Whalen, the opera’s composer, later told me that there are only six standard voices to choose from for the two million A.A.C. users in the United States. To be clear, that figure includes a wide range of medical conditions including throat cancer and autism, and specific disabilities affect the ease with which people use these devices. But the tones in which they order a coffee, ask someone out on a date or join in a chorus of “Happy Birthday” are largely confined to the same few robotic voices. (Bespoke options exist, but are expensive. Visit the website of Vocal ID to see how you can donate to the human voice bank that makes them possible.)
When Hawking received his computer voice in the 1980s, after an emergency tracheotomy had irreversibly robbed him of speech, there were just three on the market: one based on a recording of an adult man, one of a woman, and one of a young girl. It was that girl’s voice that Mark Steidl first got to speak through as a four-year-old.
Seen against this backdrop, “The Other Side of Silence” appears all the more ambitious and moving. To design the first synthetic opera voice, the work’s creators, in collaboration with researchers from RPI and software developers at Dreamtonics in Tokyo, didn’t just have to teach a voice transformation tool how to sound like a classically trained singer. The software had to learn to want to sound like that. The Dreamtonics algorithm relies on a constant feedback loop from users who rate the naturalness of any given synthetic voice. But to most people who are not familiar with the art form, operatic singing appears anything but natural. Beautiful, maybe; awe-inspiring, for sure. But believable?
In the first act, which was workshopped on Wednesday, it took a while for Steidl’s character to break into song. When they did, the voice commanded attention in part because of its strangeness. The rest of the cast featured operatic voices at the height of the art, including the quicksilver soprano of Jennifer Zetlan and the creamy opulence of Meghan Kasanders’ dramatic soprano. The difference was stark.
And yet the synthetic voice carried an emotional directness that was clearly rooted in the human spirit. This wasn’t some A.I. bot mimicking Maria Callas. The sound, which evoked a timbral blend of boy soprano and countertenor, had a beauty all of its own. This seemed to touch on something of fundamental importance: that the integration of disabled people relies as much on society learning to accept and value their difference as it does on scientific advances to diminish that gap.
One human right that opera is especially well-placed to honor is the prerogative to be unreasonable. Opera can take a feeling and blow it up in slow-motion until the cells in every listener have reorganized themselves around it. The effect relies in part on the excess — on larger-than-life, all-pervading, over-the-top voices. Sure, not all A.A.C. users are “flamboyantly gay” like Steidl. But exuberance of some variety is a universal aspect of the human condition. If the goal is to enable flamboyance in everyone, opera has much to teach.
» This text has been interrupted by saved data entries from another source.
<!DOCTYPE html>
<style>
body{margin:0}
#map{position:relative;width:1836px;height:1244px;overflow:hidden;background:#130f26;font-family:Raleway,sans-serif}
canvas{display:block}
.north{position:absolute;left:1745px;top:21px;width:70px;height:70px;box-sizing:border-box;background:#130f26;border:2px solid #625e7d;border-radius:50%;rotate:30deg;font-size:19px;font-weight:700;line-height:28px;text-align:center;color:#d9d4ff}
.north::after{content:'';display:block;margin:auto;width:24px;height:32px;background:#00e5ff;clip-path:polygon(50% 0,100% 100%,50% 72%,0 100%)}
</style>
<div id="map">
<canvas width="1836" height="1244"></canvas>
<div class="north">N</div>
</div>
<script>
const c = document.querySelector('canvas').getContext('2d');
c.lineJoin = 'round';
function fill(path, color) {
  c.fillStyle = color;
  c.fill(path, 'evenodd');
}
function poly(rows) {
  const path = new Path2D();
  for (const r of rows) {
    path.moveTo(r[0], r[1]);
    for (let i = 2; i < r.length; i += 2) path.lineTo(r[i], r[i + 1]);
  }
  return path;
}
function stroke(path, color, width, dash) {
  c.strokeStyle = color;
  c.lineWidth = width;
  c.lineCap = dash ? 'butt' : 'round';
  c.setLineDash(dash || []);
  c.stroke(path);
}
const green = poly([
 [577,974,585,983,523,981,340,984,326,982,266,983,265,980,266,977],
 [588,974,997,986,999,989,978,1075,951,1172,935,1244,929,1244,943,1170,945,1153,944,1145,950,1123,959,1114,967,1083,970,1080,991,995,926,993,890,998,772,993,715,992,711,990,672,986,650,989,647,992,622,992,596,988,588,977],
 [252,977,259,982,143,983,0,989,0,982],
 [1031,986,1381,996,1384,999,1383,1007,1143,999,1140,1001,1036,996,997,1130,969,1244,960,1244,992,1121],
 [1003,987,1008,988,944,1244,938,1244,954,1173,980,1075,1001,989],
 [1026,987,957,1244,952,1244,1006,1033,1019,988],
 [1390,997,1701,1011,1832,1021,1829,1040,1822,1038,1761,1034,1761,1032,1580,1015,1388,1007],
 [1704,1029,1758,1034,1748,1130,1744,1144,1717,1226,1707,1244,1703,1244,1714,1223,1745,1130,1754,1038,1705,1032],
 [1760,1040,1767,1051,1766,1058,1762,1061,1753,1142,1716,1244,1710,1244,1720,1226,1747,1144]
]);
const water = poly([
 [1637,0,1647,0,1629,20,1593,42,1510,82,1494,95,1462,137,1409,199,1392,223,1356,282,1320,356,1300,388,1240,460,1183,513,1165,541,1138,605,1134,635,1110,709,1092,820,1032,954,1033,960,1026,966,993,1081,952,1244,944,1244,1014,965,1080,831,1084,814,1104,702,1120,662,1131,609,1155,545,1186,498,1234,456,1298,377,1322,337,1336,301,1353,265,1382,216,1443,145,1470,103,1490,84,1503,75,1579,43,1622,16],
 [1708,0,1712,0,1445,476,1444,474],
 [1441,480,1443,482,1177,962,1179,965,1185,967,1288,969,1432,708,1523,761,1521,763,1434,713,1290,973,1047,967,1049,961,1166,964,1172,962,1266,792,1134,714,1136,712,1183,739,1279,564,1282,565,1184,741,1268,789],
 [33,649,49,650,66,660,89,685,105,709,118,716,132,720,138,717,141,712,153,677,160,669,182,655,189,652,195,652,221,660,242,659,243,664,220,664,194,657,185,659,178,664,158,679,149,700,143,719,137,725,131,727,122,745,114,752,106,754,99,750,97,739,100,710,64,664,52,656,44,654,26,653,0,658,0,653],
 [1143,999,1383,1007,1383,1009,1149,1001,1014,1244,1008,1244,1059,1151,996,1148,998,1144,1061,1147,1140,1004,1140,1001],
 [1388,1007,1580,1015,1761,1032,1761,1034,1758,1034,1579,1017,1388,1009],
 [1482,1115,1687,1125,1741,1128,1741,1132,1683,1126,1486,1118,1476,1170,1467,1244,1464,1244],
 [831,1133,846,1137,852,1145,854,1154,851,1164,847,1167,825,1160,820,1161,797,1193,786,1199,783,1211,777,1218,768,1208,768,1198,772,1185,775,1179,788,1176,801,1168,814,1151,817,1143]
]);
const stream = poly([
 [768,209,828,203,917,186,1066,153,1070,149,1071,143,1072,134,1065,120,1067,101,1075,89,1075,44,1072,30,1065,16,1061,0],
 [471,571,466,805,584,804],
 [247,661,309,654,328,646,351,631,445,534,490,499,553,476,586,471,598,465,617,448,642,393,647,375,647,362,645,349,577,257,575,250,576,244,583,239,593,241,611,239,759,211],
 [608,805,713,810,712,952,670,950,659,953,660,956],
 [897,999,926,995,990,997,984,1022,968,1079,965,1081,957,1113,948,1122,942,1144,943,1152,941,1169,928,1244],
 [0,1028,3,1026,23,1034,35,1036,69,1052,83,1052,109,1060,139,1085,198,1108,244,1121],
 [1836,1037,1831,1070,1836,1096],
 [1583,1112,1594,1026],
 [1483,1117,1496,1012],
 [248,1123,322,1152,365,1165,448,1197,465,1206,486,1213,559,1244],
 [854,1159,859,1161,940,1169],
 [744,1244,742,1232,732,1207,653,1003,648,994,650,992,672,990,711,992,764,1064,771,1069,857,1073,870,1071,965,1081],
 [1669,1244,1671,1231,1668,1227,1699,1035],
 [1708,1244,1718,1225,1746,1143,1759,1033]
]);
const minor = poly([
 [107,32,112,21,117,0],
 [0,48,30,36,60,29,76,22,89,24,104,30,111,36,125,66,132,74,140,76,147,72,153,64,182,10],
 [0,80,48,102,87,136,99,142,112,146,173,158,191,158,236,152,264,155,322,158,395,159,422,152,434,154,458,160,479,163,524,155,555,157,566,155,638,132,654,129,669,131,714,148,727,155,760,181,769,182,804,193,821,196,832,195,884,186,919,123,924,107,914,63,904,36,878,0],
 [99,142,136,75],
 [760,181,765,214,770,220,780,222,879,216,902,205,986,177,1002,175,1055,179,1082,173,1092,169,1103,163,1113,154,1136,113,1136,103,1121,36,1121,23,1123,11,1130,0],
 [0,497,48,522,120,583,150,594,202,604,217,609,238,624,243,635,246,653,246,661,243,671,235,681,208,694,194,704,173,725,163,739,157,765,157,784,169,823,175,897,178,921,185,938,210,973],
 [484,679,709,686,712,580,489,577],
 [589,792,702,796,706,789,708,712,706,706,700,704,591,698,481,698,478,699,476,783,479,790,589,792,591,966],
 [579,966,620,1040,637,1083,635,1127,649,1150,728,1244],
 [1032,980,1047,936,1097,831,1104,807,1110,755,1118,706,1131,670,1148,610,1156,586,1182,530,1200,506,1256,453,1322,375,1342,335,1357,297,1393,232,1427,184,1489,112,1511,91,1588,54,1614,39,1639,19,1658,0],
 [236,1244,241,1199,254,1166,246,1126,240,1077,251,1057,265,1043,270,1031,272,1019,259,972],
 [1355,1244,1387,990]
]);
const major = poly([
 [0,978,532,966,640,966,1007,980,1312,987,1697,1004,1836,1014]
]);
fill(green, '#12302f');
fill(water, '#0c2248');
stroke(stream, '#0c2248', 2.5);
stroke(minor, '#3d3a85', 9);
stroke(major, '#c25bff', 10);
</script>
My article is titled “Can a Synthetic Voice be Taught to Sing Opera?” Most reader comments range from I-hope-not to why-would-anyone-even-want-to-try. In the age of A.I., there’s plenty of well-founded anxiety about machines replacing humans. But that’s clearly not what “The Other Side of Silence” is about. And whatever your tolerance for sonic experiments might be, we should all root for advances in A.A.C technology that help disabled people communicate with something like our own speed, fluency and expressivity — in other words, for synthetic voices to become more musical.